I almost pine for the good ole days when things were simpler like straight razor shaving. You know, plane goes down, massive debris field and go home folks it is all over.
Bob
In the good old days when a plane went down and it wasn't at an airport it usually wasn't found. Thus the mandate for ELT's on all aircraft with 2 seats or more. A plane with congress critters on board went down in Alaska. Everyone looked, called out the guard and military...to this day it still has not been found.
The joke is that so far all the modern electronic gizmos seem to have been turned off and the ones that weren't aren't being too specific about the planes whereabouts. Maybe we are back in the good ole days after all. Lets hope it has a better ending than the Alaskan adventure.
Bob
On October 25, 1999, a chartered Learjet 35 was scheduled to fly from Orlando, Florida to Dallas, Texas. Early in the flight the aircraft, which was cruising at altitude on autopilot, quickly lost cabin pressure. All on board were incapacitated due to hypoxia — a lack of oxygen. The aircraft failed to make the westward turn toward Dallas over north Florida. It continued flying over the southern and midwestern United States for almost four hours and 1,500 miles (2,400 km). The plane ran out of fuel and crashed into a field near Aberdeen, South Dakota after an uncontrolled descent.[1] The four passengers on board were golf star Payne Stewart, his agents, Van Ardan and Robert Fraley, and Bruce Borland, a highly regarded golf architect with the Jack Nicklaus golf course design company.

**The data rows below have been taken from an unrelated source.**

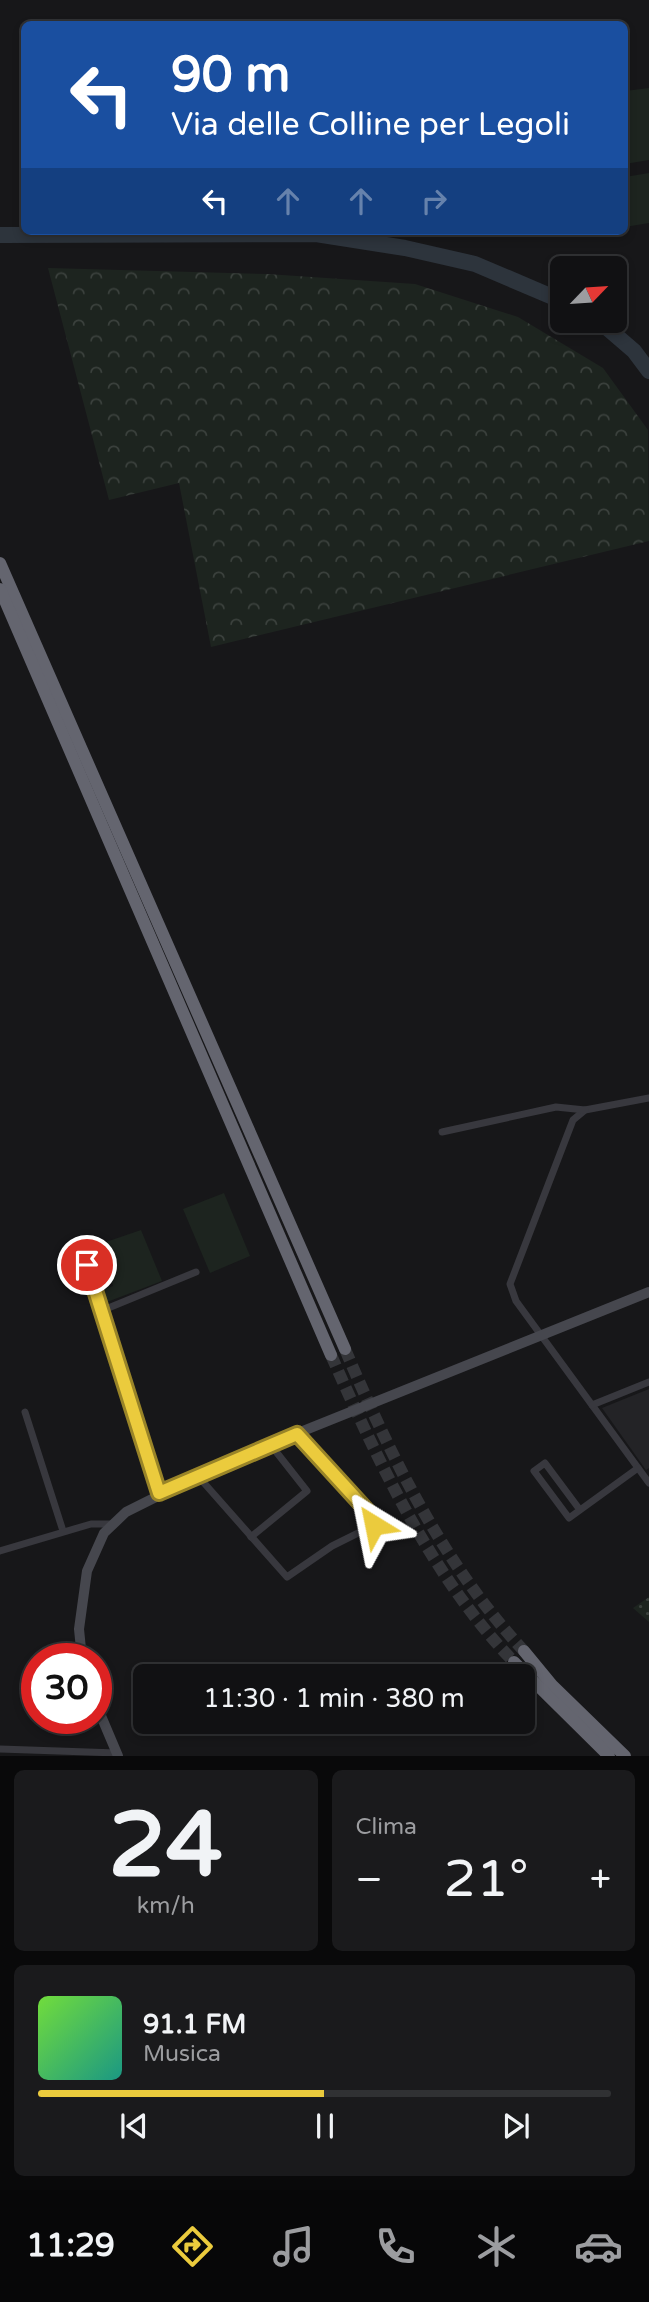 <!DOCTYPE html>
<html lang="it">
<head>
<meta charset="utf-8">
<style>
  :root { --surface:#111113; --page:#1a1a1c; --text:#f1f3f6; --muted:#9c9da0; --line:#303133; --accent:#ebcb3d }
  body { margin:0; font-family:"Varela Round",sans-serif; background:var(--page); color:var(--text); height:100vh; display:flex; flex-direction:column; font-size:26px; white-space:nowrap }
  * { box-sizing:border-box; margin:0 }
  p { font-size:23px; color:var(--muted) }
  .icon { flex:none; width:38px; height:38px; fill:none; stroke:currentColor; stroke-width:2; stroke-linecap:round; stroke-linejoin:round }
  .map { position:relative; height:1756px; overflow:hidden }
  .side { display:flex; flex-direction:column; gap:14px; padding:14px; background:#09090a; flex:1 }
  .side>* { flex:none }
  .banner { position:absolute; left:21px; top:21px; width:607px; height:214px; border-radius:10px; box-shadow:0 4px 10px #0003,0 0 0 2px var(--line); background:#1a4fa0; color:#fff; overflow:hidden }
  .needle { width:46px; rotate:65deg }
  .controls { position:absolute; left:550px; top:256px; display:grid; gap:14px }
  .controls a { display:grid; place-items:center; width:77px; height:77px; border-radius:10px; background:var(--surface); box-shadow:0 4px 10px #0003,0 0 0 2px var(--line); font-size:35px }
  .speed { position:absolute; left:21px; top:1643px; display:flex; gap:14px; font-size:35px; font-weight:700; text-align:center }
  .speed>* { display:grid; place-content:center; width:91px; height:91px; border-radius:50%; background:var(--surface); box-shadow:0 4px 10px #0003,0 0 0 2px var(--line); line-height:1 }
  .speed .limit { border:10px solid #d22; background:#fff; color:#111 }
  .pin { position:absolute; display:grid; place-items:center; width:60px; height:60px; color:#fff; margin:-30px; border:4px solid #fff; border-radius:50%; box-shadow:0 2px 7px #0007 }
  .me { position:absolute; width:77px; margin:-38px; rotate:325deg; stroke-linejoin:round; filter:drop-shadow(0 0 5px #0008) }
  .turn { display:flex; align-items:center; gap:24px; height:147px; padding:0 35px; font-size:32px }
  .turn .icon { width:91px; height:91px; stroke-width:2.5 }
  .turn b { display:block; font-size:49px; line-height:60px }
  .lanes { display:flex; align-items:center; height:66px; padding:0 35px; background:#0003; justify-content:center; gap:35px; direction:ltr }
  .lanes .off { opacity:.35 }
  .big { font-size:52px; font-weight:600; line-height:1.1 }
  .side .widget { flex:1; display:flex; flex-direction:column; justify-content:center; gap:10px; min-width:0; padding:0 24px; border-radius:10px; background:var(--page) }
  .side .dial { align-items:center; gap:0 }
  .dial b { font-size:91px; line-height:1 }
  .song { display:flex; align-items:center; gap:21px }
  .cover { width:84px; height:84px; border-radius:10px; background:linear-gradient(135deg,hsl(100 70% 55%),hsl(170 70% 35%)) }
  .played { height:7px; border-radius:4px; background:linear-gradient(90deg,var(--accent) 50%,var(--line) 50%) }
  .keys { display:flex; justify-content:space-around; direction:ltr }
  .heat { display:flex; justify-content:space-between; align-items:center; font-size:38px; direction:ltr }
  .side .tiles { flex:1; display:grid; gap:14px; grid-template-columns:1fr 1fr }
  .widget:last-child { grid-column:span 2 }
  .trip { position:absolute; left:133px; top:1664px; width:402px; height:70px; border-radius:10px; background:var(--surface); box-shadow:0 4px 10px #0003,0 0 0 2px var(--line); font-weight:600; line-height:70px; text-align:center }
  .dock { display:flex; height:112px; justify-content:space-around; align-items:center; background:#070708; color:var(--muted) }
  .dock .icon { width:49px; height:49px }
  .dock .active { color:var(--accent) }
  .dock b { font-size:32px; color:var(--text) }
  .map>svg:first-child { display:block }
  .built { fill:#232326 }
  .grass { fill:#1d241f }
  .forest { fill:url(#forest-crowns) }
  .garden { fill:url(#garden-dots) }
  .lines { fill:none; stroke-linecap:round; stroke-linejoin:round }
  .river { stroke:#2d343c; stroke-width:16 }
  .highway-tunnel { stroke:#343539; stroke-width:12; stroke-dasharray:12 6; stroke-linecap:butt }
  .street { stroke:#38383e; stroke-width:7 }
  .secondary { stroke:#46474e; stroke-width:10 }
  .highway { stroke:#64656f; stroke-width:12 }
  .route-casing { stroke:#998428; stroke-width:18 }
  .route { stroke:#ebcb3d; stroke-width:12 }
</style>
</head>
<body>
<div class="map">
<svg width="649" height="1756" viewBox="0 0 649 1756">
  <defs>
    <pattern id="forest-crowns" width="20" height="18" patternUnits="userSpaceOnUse" patternTransform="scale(1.75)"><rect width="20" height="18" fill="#1d241f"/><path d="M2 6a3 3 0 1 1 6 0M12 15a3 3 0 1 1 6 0" fill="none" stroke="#3b413d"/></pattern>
    <pattern id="garden-dots" width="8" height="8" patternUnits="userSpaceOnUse" patternTransform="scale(1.75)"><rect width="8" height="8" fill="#1d241f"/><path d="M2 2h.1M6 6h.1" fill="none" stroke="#3b413d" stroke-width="1.8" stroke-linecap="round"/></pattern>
  </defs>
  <rect width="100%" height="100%" fill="#171719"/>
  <path class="built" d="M 649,1389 L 649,1468 L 646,1470 L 602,1408 Z"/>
  <g class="grass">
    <path d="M 649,88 L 649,160 L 625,164 L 625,91 Z"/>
    <path d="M 649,173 L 649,223 L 625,227 L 625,177 Z"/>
    <path d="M 224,1193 L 250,1256 L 210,1273 L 183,1209 Z"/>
    <path d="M 141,1230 L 162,1281 L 107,1302 L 100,1291 L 113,1286 L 100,1244 Z"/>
  </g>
  <path class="forest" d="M 48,268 L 267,274 L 415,284 L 518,317 L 603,368 L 648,430 L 649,541 L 211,647 L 179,483 L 109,500 Z"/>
  <path class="garden" d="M 649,1597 L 649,1622 L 633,1608 Z"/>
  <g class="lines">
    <g class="river">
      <path d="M 0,235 L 316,234 L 405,248 L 475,264 L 562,301"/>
      <path d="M 598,320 L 634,351 L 649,371"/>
    </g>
    <g class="highway-tunnel">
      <path d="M 345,1349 C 391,1457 443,1564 524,1651"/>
      <path d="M 331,1355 C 379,1463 431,1576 514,1662"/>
    </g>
    <g class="street">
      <path d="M 649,1098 L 585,1110 L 573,1120 L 510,1284 L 516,1301 L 649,1483"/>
      <path d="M 442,1132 L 556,1107 L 585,1110"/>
      <path d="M 80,1241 L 159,1493"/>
      <path d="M 101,1311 L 196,1272"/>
      <path d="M 592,1405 L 649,1382"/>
      <path d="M 25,1412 L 63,1531"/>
      <path d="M 197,1475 L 287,1577 L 332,1546 L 374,1525 L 371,1515 L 297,1434"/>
      <path d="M 580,1510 L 545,1463 L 534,1471 L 569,1518 L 638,1468"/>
      <path d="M 251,1537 L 307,1491 L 270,1444"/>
      <path d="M 0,1551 L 91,1524 L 112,1524"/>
      <path d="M 0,1749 L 117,1753"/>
    </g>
    <g class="secondary">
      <path d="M 82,1659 L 79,1629 L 87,1571 L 104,1533 L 126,1512 L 228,1461 L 649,1292"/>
      <path d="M 96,1704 L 118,1756"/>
    </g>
    <g class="highway">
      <path d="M 0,563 L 345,1349"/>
      <path d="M 0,589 L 331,1355"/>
      <path d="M 524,1651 L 552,1685 L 625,1756"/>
      <path d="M 514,1662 L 609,1756"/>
    </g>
  </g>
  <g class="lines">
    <defs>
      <path id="route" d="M 87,1265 L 159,1493 L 297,1434 L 371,1515 L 374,1525"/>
    </defs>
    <use href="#route" class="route-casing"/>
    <use href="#route" class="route"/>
  </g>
</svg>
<div class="controls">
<a><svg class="needle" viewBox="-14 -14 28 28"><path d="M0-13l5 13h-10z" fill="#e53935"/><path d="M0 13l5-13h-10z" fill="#9c9da0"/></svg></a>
</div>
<div class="speed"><div class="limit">30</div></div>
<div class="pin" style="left:87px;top:1265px;background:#d93025"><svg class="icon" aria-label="arrive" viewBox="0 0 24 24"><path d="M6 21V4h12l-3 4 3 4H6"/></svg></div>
<svg class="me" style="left:374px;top:1525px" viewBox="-20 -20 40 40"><path d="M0-17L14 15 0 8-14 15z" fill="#ebcb3d" stroke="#fff" stroke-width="4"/></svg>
<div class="trip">11:30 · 1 min · 380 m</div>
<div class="banner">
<div class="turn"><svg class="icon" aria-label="left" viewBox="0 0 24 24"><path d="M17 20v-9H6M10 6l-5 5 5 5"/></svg><div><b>90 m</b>Via delle Colline per Legoli</div></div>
<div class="lanes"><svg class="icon" aria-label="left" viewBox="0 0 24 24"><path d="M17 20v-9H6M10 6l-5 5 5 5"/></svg><svg class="icon off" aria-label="ahead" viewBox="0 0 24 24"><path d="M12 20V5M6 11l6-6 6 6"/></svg><svg class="icon off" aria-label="ahead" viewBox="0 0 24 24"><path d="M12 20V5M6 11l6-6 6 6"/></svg><svg class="icon off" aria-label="right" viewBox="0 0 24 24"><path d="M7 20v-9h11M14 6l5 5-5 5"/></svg></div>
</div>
</div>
<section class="side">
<div class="tiles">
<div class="widget dial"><b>24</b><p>km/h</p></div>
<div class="widget"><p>Clima</p>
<div class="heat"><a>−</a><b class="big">21°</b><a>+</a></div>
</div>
<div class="widget">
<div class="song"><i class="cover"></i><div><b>91.1 FM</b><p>Musica</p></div></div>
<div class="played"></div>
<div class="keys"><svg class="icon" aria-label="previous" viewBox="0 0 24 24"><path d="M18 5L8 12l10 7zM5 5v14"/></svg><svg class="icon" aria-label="pause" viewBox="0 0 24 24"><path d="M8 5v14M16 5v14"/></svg><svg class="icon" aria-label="next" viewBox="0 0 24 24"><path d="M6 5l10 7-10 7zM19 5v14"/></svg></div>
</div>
</div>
</section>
<nav class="dock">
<b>11:29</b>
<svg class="icon active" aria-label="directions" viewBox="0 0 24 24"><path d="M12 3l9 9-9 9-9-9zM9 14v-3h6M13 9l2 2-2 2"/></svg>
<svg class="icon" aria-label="music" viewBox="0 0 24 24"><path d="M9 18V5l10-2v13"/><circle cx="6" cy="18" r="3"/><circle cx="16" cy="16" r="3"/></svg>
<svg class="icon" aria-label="phone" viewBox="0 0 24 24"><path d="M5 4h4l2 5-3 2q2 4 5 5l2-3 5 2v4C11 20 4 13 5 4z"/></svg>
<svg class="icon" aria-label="climate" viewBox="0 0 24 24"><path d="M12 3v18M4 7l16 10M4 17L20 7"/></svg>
<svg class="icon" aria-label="car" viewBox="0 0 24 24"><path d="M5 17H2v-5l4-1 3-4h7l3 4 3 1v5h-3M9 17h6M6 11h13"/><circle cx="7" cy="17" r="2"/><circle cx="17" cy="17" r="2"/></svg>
</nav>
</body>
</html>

Because I make light of something, doesn't mean I take the subject lightly... So that's to say, this may be in poor taste but:
Leaving Facebook...
Small private aircraft crash all the time and vanish without a trace. Often times years later some hiker spots something and that's how they find them.
True Story:
Hunting in the Colorado High Country one year I found a car that had recently been Pushed/Driven down into a ravine, you could see that the plates had been Ripped off the vehicle.. I hiked in and got the VIN, made sure nobody was in there, and called it in to the County Sherriff when I had a signal again.. Her response made me giggle, "Thanks, we love hunting season, you guys find everything that has been missing for the past year or so"
Yea, many incidents like that in our neck of the woods. You wouldn't believe how little evidence of a crash is visible from the air over a forested area. You virtually have to fly the same flight path as the crashed plane on the same heading it went in on to catch anything. Lakes may be slightly better if there is an oils slick.